◆ EXERCISE GOAL
Find each line below where the word "names" occurs, and copy it.
Segment Start: DATA UNDER STUDY
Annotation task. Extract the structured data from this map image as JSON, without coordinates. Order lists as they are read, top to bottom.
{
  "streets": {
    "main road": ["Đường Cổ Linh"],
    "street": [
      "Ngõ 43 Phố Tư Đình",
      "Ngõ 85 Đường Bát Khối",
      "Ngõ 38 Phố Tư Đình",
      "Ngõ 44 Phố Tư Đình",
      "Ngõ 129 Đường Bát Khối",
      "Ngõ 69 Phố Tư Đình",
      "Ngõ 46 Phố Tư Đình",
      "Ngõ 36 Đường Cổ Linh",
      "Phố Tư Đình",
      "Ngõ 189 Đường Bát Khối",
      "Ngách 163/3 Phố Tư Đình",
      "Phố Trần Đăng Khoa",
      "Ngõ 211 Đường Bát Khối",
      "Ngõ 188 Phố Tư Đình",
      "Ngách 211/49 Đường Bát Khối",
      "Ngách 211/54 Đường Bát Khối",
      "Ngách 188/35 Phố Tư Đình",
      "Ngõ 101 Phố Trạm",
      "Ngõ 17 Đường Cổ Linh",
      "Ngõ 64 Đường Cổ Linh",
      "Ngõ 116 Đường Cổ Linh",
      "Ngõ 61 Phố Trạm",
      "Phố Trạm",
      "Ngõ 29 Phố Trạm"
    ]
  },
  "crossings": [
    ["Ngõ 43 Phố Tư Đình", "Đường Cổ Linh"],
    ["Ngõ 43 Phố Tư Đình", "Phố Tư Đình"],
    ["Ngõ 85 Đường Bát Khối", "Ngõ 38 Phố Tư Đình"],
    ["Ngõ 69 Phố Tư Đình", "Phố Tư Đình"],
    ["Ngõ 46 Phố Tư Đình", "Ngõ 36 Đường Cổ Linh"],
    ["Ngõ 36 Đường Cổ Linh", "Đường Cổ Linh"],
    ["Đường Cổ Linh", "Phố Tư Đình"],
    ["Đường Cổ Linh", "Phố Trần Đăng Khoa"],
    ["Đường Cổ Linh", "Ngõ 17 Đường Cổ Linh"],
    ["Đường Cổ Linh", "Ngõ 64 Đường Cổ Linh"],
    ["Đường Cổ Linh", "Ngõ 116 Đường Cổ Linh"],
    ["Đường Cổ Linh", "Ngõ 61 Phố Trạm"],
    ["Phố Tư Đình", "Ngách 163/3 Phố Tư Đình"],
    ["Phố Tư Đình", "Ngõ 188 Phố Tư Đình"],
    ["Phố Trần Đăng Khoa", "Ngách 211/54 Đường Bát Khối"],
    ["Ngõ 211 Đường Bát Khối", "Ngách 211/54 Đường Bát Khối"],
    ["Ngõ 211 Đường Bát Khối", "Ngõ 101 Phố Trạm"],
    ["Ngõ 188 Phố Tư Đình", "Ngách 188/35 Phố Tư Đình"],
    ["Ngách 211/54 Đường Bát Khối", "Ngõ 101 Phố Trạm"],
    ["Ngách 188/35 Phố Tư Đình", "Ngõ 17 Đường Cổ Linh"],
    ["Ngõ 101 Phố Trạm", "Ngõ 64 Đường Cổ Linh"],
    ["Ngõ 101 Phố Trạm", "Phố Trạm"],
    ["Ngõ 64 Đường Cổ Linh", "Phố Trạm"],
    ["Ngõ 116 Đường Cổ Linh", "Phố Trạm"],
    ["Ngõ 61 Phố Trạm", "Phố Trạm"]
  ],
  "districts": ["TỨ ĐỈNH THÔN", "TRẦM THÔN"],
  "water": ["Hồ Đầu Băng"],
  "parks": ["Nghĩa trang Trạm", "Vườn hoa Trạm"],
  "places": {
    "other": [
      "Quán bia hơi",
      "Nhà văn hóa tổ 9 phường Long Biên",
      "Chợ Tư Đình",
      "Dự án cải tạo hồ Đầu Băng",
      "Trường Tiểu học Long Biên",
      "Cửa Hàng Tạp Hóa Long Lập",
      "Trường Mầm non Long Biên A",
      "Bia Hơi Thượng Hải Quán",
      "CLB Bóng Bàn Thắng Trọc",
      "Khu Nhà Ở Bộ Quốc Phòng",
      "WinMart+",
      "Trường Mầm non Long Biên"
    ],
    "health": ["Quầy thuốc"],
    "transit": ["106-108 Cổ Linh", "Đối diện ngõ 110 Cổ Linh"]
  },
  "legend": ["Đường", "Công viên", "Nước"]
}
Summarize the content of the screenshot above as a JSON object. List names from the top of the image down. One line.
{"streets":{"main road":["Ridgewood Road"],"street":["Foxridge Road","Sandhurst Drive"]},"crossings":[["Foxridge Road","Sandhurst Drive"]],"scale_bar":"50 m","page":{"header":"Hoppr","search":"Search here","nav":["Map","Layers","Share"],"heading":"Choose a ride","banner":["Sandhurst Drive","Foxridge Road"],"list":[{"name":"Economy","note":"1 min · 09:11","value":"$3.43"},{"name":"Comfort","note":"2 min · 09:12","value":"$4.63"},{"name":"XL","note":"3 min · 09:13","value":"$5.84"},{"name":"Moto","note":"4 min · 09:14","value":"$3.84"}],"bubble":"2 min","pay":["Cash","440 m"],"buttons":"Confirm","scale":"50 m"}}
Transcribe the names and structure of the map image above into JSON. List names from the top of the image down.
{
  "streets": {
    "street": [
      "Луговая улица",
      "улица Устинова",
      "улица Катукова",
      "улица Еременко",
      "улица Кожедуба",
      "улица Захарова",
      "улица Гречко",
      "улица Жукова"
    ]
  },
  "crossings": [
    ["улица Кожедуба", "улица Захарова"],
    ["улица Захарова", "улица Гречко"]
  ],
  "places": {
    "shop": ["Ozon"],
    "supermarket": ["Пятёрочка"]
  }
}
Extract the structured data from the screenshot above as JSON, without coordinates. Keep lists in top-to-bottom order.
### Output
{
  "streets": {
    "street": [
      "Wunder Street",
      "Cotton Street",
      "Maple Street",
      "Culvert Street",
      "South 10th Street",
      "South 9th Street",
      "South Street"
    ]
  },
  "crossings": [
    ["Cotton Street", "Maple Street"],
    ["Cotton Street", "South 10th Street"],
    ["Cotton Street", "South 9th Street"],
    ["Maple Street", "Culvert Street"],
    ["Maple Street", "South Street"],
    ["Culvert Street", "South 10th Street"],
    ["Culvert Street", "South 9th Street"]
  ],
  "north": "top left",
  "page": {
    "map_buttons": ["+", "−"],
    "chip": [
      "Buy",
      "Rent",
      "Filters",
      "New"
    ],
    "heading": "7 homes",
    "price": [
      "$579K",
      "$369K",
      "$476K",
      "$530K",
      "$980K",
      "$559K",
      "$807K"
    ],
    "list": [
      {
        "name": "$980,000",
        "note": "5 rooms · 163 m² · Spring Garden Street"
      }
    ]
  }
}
Segment End: DATA UNDER STUDY
◆ RESULT BELOW
Summarize the content of the screenshot above as a JSON object. List names from the top of the image down. One line.
Transcribe the names and structure of the map image above into JSON. List names from the top of the image down.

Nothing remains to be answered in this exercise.